O novo desgaste com a China ocorre justamente no momento em que há uma disputa no mercado internacional por máscaras, luvas, respiradores. A China produz a maior parte dos equipamentos de proteção usados por hospitais e profissionais de saúde.

É na China que está a maior produção de equipamentos para o combate à Covid-19. O país detém 90% da produção mundial de EPIs, equipamentos de proteção individual, e um quinto da produção de respiradores.

Especialistas nesse mercado dizem que, se o Brasil quiser conseguir esses produtos, tem que ser ágil, pagar à vista e providenciar o transporte. O processo de compra virou um verdadeiro leilão, do tipo “quem dá mais”.

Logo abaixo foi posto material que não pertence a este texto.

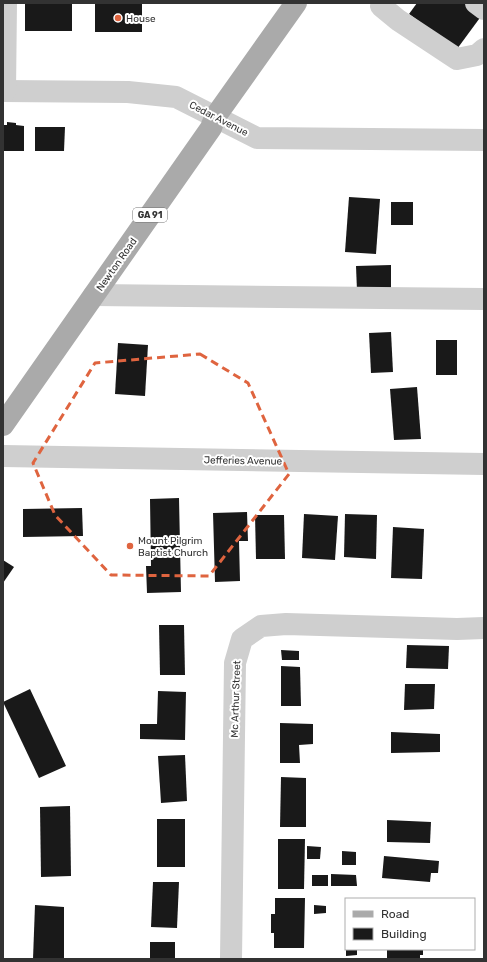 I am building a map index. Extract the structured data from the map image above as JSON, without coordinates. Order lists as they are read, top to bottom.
{
  "streets": {
    "main road": ["GA 91", "Newton Road"],
    "street": ["Cedar Avenue", "Jefferies Avenue", "Mc Arthur Street"]
  },
  "crossings": [
    ["Cedar Avenue", "Newton Road"]
  ],
  "places": ["House", "Mount Pilgrim Baptist Church"],
  "legend": ["Road", "Building"]
} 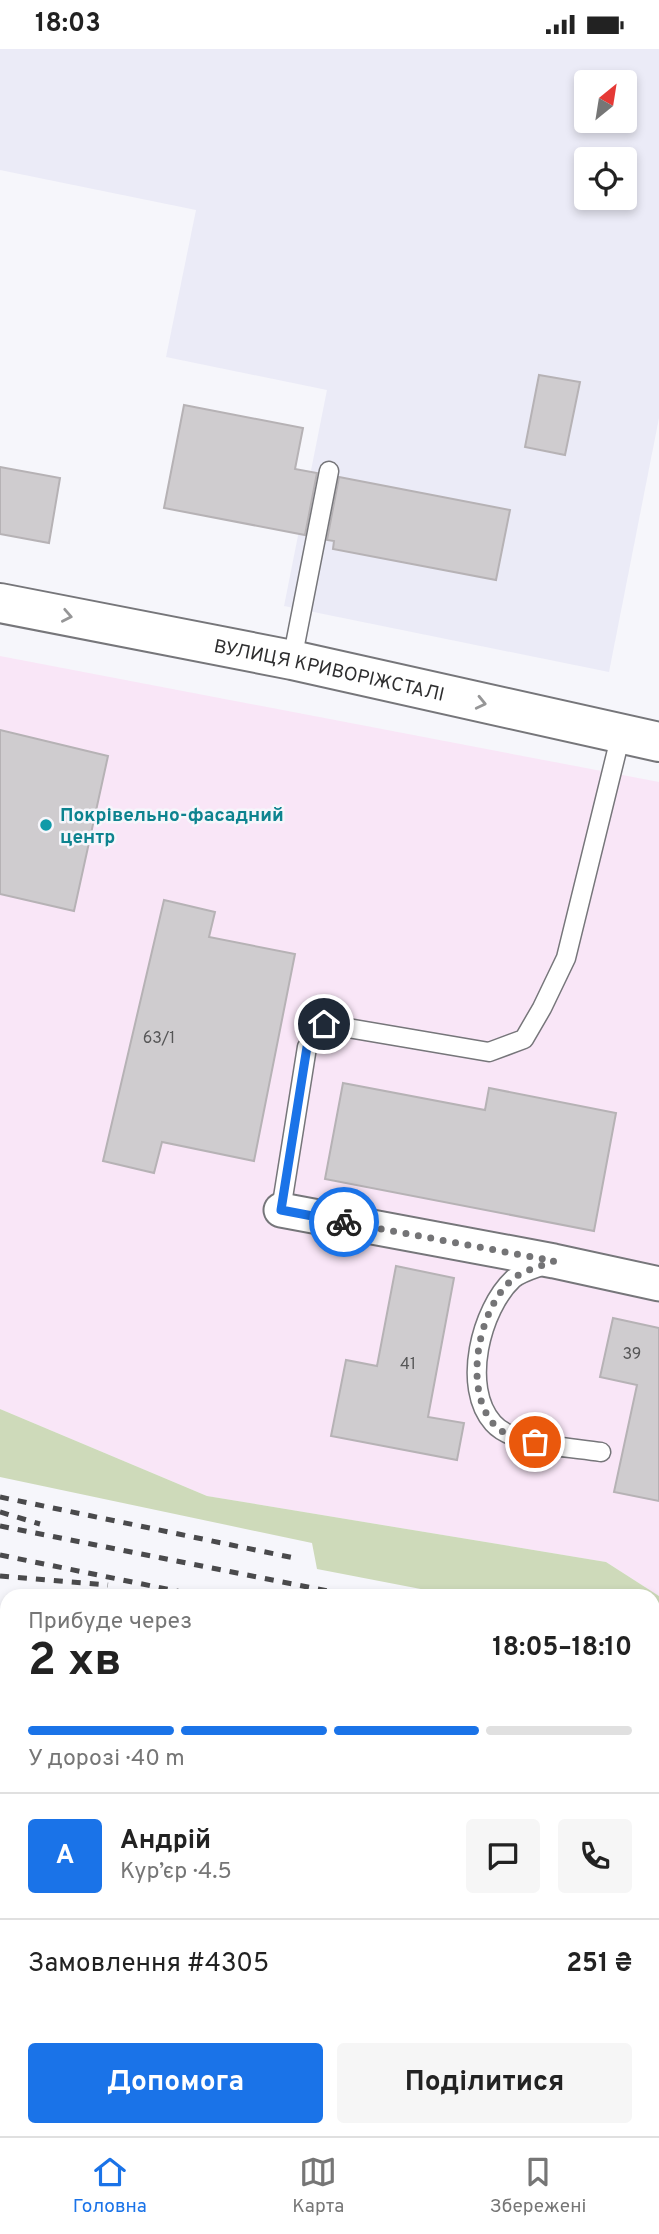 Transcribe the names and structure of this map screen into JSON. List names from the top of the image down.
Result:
{
  "streets": {
    "main road": ["ВУЛИЦЯ КРИВОРІЖСТАЛІ"]
  },
  "one_way": ["ВУЛИЦЯ КРИВОРІЖСТАЛІ"],
  "places": ["Покрівельно-фасадний центр"],
  "house_numbers": ["63/1", "39", "41"],
  "north": "top right",
  "page": {
    "status": "18:03",
    "heading": ["2 хв", "Прибуде через", "18:05–18:10"],
    "panel": [
      "Андрій",
      "Кур’єр · 4.5",
      "Замовлення #4305",
      "251 ₴"
    ],
    "bar": "У дорозі · 40 m",
    "round": "А",
    "buttons": ["Допомога", "Поділитися"],
    "tabs": ["Головна", "Карта", "Збережені"]
  }
}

O presidente da Câmara de Comércio Brasil China, Charles Tang, diz que a saída seria o Brasil pagar adiantado para garantir a entrega dos produtos.

“Nós estamos em contato com várias empresas grandes chinesas que podem colocar à disposição vários produtos. Mas o que mais pega é o pagamento antecipado que os chineses, que as fábricas chinesas querem, e a dificuldade dos governos brasileiros de pagar antecipadamente”, defendeu.

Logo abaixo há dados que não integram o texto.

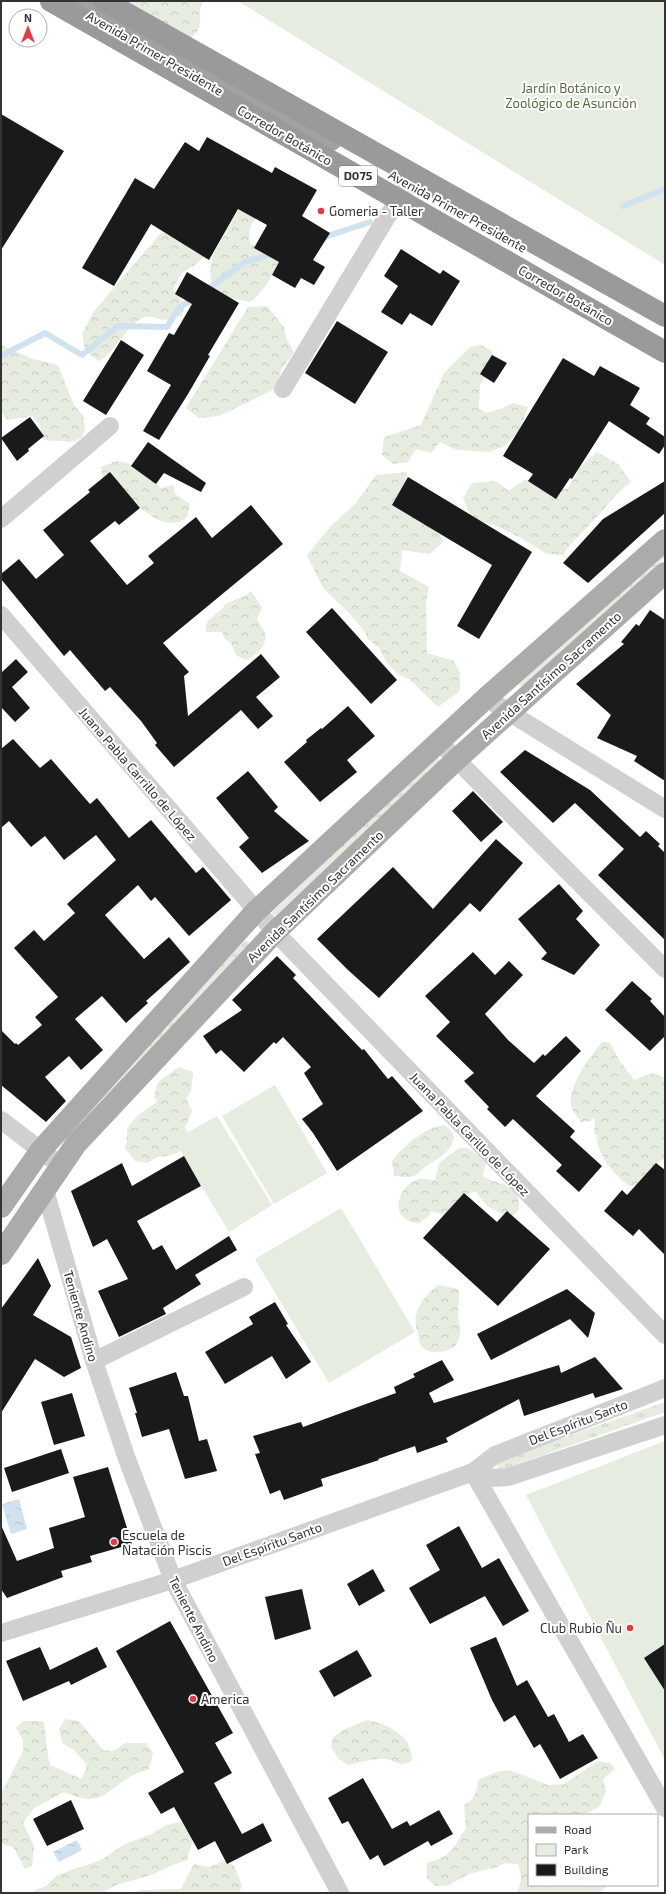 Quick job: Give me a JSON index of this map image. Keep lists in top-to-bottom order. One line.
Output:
{"streets":{"highway":["Avenida Primer Presidente","Corredor Botánico","D075"],"main road":["Avenida Santísimo Sacramento"],"street":["Juana Pabla Carrillo de López","Juana Pabla Carillo de López","Teniente Andino","Del Espíritu Santo"]},"crossings":[["Avenida Santísimo Sacramento","Juana Pabla Carrillo de López"],["Avenida Santísimo Sacramento","Juana Pabla Carillo de López"],["Avenida Santísimo Sacramento","Teniente Andino"],["Juana Pabla Carrillo de López","Juana Pabla Carillo de López"],["Teniente Andino","Del Espíritu Santo"]],"parks":["Jardín Botánico y Zoológico de Asunción"],"places":["Gomeria - Taller","Escuela de Natación Piscis","Club Rubio Ñu","America"],"legend":["Road","Park","Building"],"north":"top"}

Paulo Fraccaro, superintendente da Associação Brasileira da Indústria de Equipamentos (Abimo), reiterou a importância do pagamento adiantado. Segundo ele, há casos de fornecedores quebrando contratos, preferindo pagar multa para vender mais caro a outros países. Ele menciona que a disputa pelos equipamentos tem sido acirrada.

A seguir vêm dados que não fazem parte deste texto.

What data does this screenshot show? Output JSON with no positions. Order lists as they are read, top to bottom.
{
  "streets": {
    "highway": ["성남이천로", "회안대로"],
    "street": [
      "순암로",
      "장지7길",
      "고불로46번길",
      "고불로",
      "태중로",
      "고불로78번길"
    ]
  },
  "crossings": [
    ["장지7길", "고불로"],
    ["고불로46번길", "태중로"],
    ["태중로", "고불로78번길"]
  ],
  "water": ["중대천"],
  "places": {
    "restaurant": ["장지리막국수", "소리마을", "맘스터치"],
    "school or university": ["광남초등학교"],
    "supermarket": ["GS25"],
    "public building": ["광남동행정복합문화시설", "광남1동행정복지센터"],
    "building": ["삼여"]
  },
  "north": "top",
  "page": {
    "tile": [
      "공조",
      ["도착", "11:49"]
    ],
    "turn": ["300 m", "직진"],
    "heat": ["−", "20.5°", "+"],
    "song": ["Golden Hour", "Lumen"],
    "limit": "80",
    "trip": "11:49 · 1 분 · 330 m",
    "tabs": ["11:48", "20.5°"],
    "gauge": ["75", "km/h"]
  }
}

“É o caso dos Estados Unidos, que vocês estão acompanhando, que têm bloqueado a venda dos produtos que ele fabrica internamente para outros países, ou desviando alguns pedidos que a China estava programando a entregar para o Brasil sendo desviado para outros países. Então, é uma guerra, eu diria, muito complexa. Precisamos ser ágeis”, afirmou.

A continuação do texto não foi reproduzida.